Yes, once again (look at March 07) I was 'saved' by the much maligned reggaeton. Instead of a dance floor I was driving from Pittsburgh to Milwaukee. During some point of boredom and exhaustion and just plain not paying attention I missed not only the toll road through Gary, but also 94 through downtown Chicago! So I was stuck trawling around the city on the slow and costly 294. This is a boring route through 'hillbilly hell'-like suburbs as well as the usual strip malls, airports, and nowheresville that Chicagoland is to me. This was the final leg of my trip and that extra hour through the suburbs just sucked.
I was also sick of my music and growing tired of the stale stuff I heard on Chicago-area Quiet Storm shows, though I do like the fact that there are around 3 or 4 R&B stations to choose from in Chi-town. I happened to come across a good reggaeton cut and just stayed on the station out of curiosity. To my luck it was a nationwide broadcast of a reggaeton mix spliced w/house, techno, and some merengue. Some dj bloggers think that famous DJ Kazzanova on 103.1FM sucks, but hey, to my Anglo ears it was nice, and it did a heck of a job keeping me awake to the Wisconsin border. I almost crashed a few times paying the ever-changing toll rates, 80cents, to $1 to $1.50. Just when I narrowly avoided crashing into a barrier counting out my 80cents for the toll, the rate changed! But hey, the music was still good.

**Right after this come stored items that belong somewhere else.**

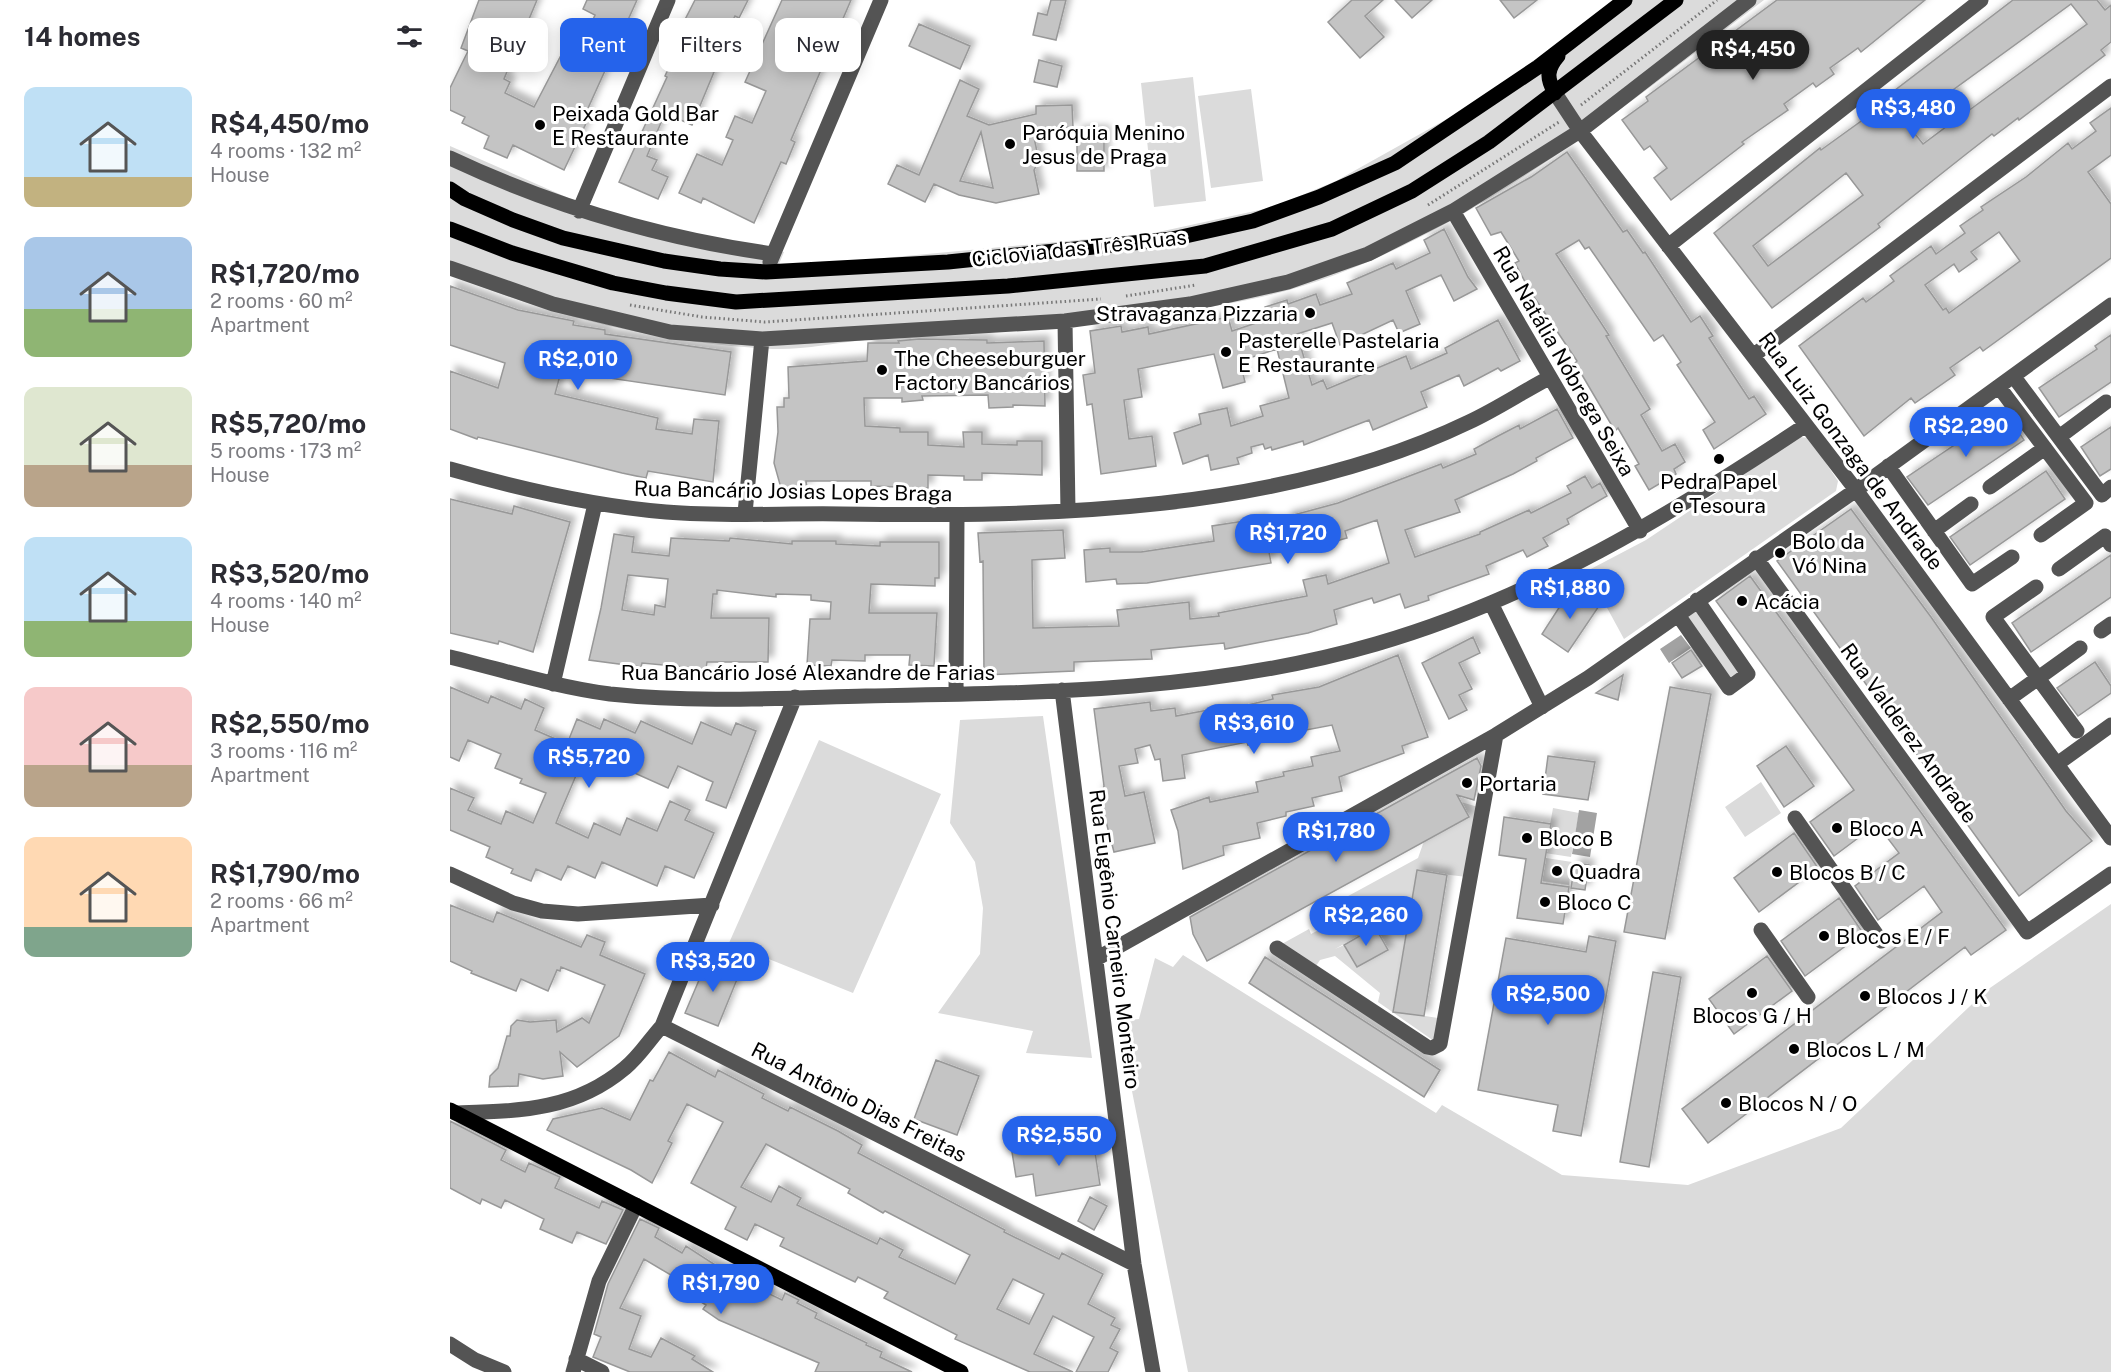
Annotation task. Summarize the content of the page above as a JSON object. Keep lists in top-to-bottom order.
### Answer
{
  "streets": {
    "street": [
      "Rua Natália Nóbrega Seixa",
      "Rua Luiz Gonzaga de Andrade",
      "Rua Bancário Josias Lopes Braga",
      "Rua Bancário José Alexandre de Farias",
      "Rua Valderez Andrade",
      "Rua Eugênio Carneiro Monteiro",
      "Rua Antônio Dias Freitas"
    ]
  },
  "crossings": [
    ["Rua Natália Nóbrega Seixa", "Rua Bancário Josias Lopes Braga"],
    ["Rua Natália Nóbrega Seixa", "Rua Bancário José Alexandre de Farias"],
    ["Rua Luiz Gonzaga de Andrade", "Rua Bancário José Alexandre de Farias"],
    ["Rua Bancário José Alexandre de Farias", "Rua Eugênio Carneiro Monteiro"],
    ["Rua Eugênio Carneiro Monteiro", "Rua Antônio Dias Freitas"]
  ],
  "places": [
    "Peixada Gold Bar E Restaurante",
    "Paróquia Menino Jesus de Praga",
    "Stravaganza Pizzaria",
    "Pasterelle Pastelaria E Restaurante",
    "The Cheeseburguer Factory Bancários",
    "Pedra Papel e Tesoura",
    "Bolo da Vó Nina",
    "Acácia",
    "Portaria",
    "Bloco A",
    "Bloco B",
    "Quadra",
    "Blocos B / C",
    "Bloco C",
    "Blocos E / F",
    "Blocos G / H",
    "Blocos J / K",
    "Blocos L / M",
    "Blocos N / O"
  ],
  "page": {
    "heading": "14 homes",
    "chip": [
      "Buy",
      "Rent",
      "Filters",
      "New"
    ],
    "price": [
      "R$4,450",
      "R$3,480",
      "R$2,010",
      "R$2,290",
      "R$1,720",
      "R$1,880",
      "R$3,610",
      "R$5,720",
      "R$1,780",
      "R$2,260",
      "R$3,520",
      "R$2,500",
      "R$2,550",
      "R$1,790"
    ],
    "list": [
      {
        "name": "R$4,450/mo",
        "note": "4 rooms · 132 m² · House"
      },
      {
        "name": "R$1,720/mo",
        "note": "2 rooms · 60 m² · Apartment"
      },
      {
        "name": "R$5,720/mo",
        "note": "5 rooms · 173 m² · House"
      },
      {
        "name": "R$3,520/mo",
        "note": "4 rooms · 140 m² · House"
      },
      {
        "name": "R$2,550/mo",
        "note": "3 rooms · 116 m² · Apartment"
      },
      {
        "name": "R$1,790/mo",
        "note": "2 rooms · 66 m² · Apartment"
      }
    ]
  }
}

And what intrigued me was the periodic between tune shout-outs in Spanglish. Granted, I missed half of em, but could at least hear the names and cities. What is interesting about reggaeton is that it really is a 'pan-Latin' thing and you get the props going to Mexicans, Dominicans, Puerto Ricans, Salvadorians, etc. And then it got me thinking about the intense immigration networks going on here that exist 'below the surface' to most of our eyes. Those of us not somehow connected to the Latino community can live our lives wholly oblivious to this huge part of our country, though just below 'the surface' of our lives exists a huge sub-culture, if it is even sub. And then you have these migration networks scattering families all over the place with kids in Arizona shouting out their friends in Oregon, girls in Chi-town giving big-ups to the crew in Jersey City and Atlanta, and on and on. Someone should probably walk a couple miles with these kids. It is a trip some cultural anthropologist or sociologist should undertake, though they'd probably render fascinating cultural insights into academic babble that makes me want to burn the book and fire all the professors. Why is that when dealing with something as fascinating and relatively accessible as Latino youth culture, academics have to make the entire study entirely unreadable to anyone without a PhD in Sociology. Oh well, I'll go look for this treatise on reggaeton, probably published by University of California Press or worse yet, some tiny East Coast liberal arts school. We'll see and I'll let you know. Interesting stuff happening in this country, interesting stuff.